Interest rates and fees. The U.S. Borrower will have the option to pay interest on the term loan B facility at a base rate, plus an applicable margin, or at a rate based on LIBOR (subject to a floor of 1.00%), plus an applicable margin. The applicable margin for base rate loans is 275 basis points and the applicable margin for LIBOR loans is 375 basis points. The U.S. Borrower may borrow revolving loans in U.S. dollars and the Canadian Borrower may borrow revolving loans in Canadian dollars. Borrowings under the revolving credit facility (a) made in U.S. dollars will bear interest at a rate equal to a base rate, plus an applicable margin of 225 basis points or at a rate based on LIBOR, plus an applicable margin of 325 basis points, and (b) made in Canadian dollars will bear interest at a rate equal to a Canadian base rate, plus an applicable margin of 225 basis points, or at a rate based on Canadian Dollar Offered Rate, plus an applicable margin of 325 basis points; provided, that since the completion of the fiscal quarter ended March 31, 2018, the applicable margins in each case have been determined based on a leverage-based performance grid, as set forth in the credit agreement. In addition to paying interest on outstanding principal under the revolving credit facility, the U.S. Borrower is required to pay a commitment fee in respect of unutilized revolving commitments of 0.50% per annum based on a leverage-based performance grid.
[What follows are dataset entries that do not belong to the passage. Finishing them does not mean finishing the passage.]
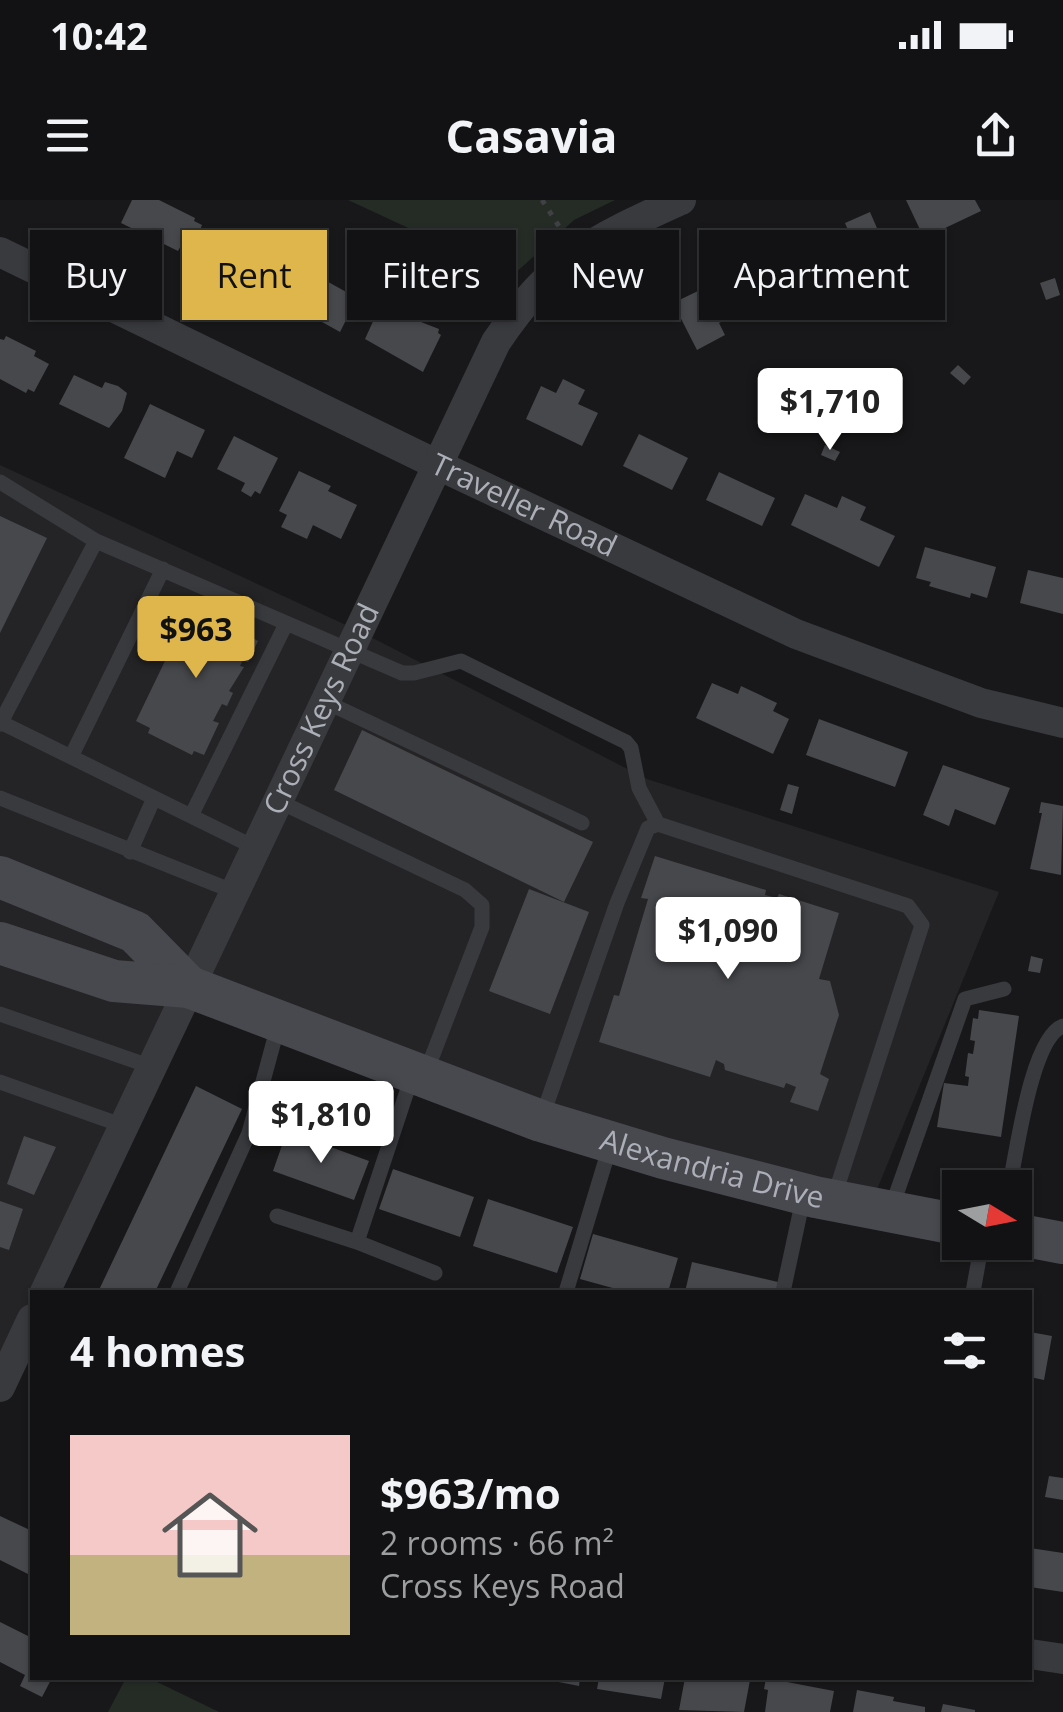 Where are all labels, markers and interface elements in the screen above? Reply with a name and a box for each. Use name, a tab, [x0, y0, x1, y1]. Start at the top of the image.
text: 10:42	[50, 9, 148, 61]
text: Casavia	[446, 105, 617, 166]
icon: menu	[40, 108, 95, 163]
icon: share	[968, 108, 1023, 163]
chip: Buy	[30, 230, 162, 320]
chip: Rent	[182, 230, 327, 320]
chip: Filters	[347, 230, 516, 320]
chip: New	[536, 230, 679, 320]
chip: Apartment	[699, 230, 945, 320]
pin: $1,710	[749, 368, 911, 453]
text: $1,710	[780, 379, 880, 422]
street label: Traveller Road	[425, 443, 624, 566]
pin: $963	[137, 596, 255, 681]
street label: Cross Keys Road	[253, 596, 388, 821]
text: $963	[159, 607, 233, 650]
pin: $1,090	[647, 897, 809, 982]
text: $1,090	[678, 908, 778, 951]
pin: $1,810	[240, 1081, 402, 1166]
text: $1,810	[271, 1092, 371, 1135]
street label: Alexandria Drive	[596, 1118, 828, 1217]
north arrow	[942, 1170, 1032, 1260]
map controls	[942, 1170, 1032, 1260]
text: 4 homes	[70, 1322, 245, 1379]
icon: filters	[937, 1323, 992, 1378]
text: $963/mo	[380, 1464, 561, 1521]
icon: home	[150, 1475, 270, 1595]
text: 2 rooms · 66 m²	[380, 1521, 614, 1564]
text: Cross Keys Road	[380, 1564, 625, 1607]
Maturity and repayment. The revolving credit facility terminates on October 28, 2022. The scheduled maturity date of the term loan facility is October 30, 2024. Commencing on April 1, 2018, the term loan B facility began amortizing in equal quarterly installments of 0.25% or $625 of the $250,000 term loan B facility, with the payment of the balance at maturity. The quarterly principal payment has been presented as payments on long-term debt in the condensed consolidated statement of cash flows. The U.S. Borrower may voluntarily prepay the principal of the term loan B facility without penalty or premium (subject to breakage fees) at any time in whole or in part. The U.S. Borrower is required to repay the term loan B facility with certain asset sale and insurance proceeds, certain debt proceeds and, commencing with the fiscal year ended March 31, 2019, 50% of excess cash flow (reducing to 25% if the Company’s leverage ratio is less than 4.0 to 1.0 but greater than or equal to 3.5 to 1.0, and reducing to 0% if the Company’s leverage ratio is less than 3.5 to 1.0). As of June 30, 2021, the Company's leverage ratio was less than 3.5 to 1.0.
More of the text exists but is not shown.